Neurocognitive outcomes and functional independence in adult survivors of childhood medulloblastoma diagnosed over 3 decades

Treatment of childhood medulloblastoma has evolved to reduce neurotoxicity while improving survival. However, the impact of evolving therapies on late neurocognitive outcomes and adult functional independence remains unknown.

Adult survivors of childhood medulloblastoma (n = 505; median [minimum–maximum] age, 29 [18–46] years) and sibling controls (n = 727; 32 [18–58] years) from the Childhood Cancer Survivor Study completed surveys assessing neurocognitive problems and chronic health conditions (CHCs). Treatment exposures were categorized as historical (craniospinal irradiation [CSI] ≥ 30 Gy, no chemotherapy), standard-risk (CSI > 0 to <30 Gy + chemotherapy) and high-risk (CSI ≥ 30 Gy + chemotherapy) therapy. Latent class analysis identified patterns of functional independence using employment, independent living, assistance with routine/personal care needs, driver’s license, and marital/partner status. Multivariable models estimated the risk of neurocognitive impairment in survivors versus siblings and by treatment exposure group, and associations between neurocognitive impairment, CHCs, and functional independence.
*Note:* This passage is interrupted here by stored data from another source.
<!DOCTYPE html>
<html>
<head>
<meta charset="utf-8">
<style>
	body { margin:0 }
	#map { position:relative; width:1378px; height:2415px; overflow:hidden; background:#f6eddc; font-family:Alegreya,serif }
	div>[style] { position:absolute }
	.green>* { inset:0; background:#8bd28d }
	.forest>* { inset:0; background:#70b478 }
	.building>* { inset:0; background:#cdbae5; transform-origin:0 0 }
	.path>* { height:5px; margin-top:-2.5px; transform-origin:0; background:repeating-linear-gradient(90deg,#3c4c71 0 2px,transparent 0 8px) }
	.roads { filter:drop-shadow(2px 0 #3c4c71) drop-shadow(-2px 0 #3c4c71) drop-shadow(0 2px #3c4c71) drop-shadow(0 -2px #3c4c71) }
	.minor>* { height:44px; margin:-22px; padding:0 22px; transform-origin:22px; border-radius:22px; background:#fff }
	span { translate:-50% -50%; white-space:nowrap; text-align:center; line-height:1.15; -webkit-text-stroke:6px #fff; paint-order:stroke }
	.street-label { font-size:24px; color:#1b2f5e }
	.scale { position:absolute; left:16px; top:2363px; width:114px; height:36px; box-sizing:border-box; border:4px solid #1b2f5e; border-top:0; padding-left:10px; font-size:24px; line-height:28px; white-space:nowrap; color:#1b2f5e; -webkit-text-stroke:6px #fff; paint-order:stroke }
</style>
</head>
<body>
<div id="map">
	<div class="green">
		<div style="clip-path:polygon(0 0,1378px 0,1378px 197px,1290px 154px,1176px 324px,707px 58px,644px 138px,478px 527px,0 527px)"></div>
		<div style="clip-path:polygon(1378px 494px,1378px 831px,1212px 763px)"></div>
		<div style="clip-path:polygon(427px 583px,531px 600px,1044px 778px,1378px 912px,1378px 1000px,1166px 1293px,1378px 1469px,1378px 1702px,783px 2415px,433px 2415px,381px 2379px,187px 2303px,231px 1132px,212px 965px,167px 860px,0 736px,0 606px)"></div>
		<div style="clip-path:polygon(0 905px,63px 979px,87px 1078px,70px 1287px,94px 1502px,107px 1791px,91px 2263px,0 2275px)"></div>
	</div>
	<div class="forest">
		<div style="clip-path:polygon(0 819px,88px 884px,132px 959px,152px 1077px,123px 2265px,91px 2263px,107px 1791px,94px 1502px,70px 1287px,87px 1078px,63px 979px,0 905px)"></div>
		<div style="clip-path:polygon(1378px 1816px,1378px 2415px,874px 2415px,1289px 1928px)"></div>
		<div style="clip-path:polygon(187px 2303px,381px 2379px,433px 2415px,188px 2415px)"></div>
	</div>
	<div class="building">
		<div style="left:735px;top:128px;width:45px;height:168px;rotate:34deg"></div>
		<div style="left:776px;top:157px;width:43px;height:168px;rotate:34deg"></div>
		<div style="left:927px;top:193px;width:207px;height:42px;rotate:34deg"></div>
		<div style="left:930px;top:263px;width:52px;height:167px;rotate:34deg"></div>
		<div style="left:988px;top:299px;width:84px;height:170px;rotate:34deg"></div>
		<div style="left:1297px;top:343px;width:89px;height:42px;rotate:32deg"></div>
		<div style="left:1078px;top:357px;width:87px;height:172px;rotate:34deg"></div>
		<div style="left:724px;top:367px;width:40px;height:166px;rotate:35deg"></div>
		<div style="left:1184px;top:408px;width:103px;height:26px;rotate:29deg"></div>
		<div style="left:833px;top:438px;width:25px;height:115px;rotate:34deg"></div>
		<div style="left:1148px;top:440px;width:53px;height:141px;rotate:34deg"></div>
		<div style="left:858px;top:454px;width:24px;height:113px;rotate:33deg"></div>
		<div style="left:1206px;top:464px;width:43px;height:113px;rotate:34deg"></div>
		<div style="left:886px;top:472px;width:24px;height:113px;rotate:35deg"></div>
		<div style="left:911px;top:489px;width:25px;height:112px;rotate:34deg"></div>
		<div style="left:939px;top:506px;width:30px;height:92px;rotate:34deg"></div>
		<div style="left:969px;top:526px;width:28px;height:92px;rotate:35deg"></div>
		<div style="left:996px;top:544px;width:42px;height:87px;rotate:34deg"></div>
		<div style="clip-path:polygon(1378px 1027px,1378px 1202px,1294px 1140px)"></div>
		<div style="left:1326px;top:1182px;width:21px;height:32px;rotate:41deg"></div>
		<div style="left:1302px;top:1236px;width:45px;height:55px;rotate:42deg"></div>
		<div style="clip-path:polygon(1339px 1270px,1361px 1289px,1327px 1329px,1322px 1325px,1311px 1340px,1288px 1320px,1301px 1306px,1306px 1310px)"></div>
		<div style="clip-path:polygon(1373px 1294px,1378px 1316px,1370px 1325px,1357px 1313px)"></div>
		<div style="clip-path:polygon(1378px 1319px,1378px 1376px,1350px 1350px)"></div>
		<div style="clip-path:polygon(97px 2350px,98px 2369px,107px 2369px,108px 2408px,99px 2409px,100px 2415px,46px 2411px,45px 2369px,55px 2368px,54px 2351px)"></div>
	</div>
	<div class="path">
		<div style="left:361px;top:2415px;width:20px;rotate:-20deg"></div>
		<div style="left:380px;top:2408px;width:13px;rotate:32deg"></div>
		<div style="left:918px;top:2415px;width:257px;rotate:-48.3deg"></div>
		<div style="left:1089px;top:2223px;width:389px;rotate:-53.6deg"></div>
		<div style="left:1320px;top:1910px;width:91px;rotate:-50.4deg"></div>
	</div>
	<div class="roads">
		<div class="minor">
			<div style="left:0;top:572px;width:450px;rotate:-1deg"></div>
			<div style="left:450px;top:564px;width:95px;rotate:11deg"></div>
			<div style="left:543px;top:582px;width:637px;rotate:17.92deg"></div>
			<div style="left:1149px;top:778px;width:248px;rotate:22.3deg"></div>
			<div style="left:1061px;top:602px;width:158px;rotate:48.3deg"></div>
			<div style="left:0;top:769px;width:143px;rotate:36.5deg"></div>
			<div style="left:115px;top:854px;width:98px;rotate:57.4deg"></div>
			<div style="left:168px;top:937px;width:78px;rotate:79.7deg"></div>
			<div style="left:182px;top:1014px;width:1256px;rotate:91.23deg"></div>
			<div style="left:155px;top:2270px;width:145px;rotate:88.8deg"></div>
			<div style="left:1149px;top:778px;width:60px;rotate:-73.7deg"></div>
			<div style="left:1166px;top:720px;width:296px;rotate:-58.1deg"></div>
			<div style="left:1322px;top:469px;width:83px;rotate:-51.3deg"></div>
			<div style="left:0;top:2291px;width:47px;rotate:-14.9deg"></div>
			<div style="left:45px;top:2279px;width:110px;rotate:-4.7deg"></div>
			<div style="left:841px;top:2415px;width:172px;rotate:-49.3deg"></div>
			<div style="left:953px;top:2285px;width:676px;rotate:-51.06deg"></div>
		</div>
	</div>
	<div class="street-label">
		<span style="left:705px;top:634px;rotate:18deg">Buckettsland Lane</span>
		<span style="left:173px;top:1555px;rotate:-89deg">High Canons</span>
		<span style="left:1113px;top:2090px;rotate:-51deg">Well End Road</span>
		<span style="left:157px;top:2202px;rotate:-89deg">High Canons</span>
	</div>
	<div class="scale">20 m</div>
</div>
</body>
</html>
Survivors in each treatment exposure group had a 4- to 5-fold elevated risk of impaired memory and task efficiency compared to siblings. Contemporary risk-based therapies did not confer lower risk compared to historical therapy. Survivors treated in the 1990s had a higher risk of memory impairment (relative risk [RR] 2.24, 95% confidence interval 1.39–3.60) compared to survivors treated in the 1970s. Sensorimotor, hearing problems, and seizures were associated with 33–34%, 25–26%, and 21–42% elevated risk of task efficiency and memory impairment, respectively. Treatment-related CHCs and neurocognitive impairment were associated with nonindependence.

Despite treatment changes, long-term survivors of childhood medulloblastoma remain at risk for neurocognitive impairment, which was associated with CHCs. Neurocognitive surveillance after contemporary regimens is imperative.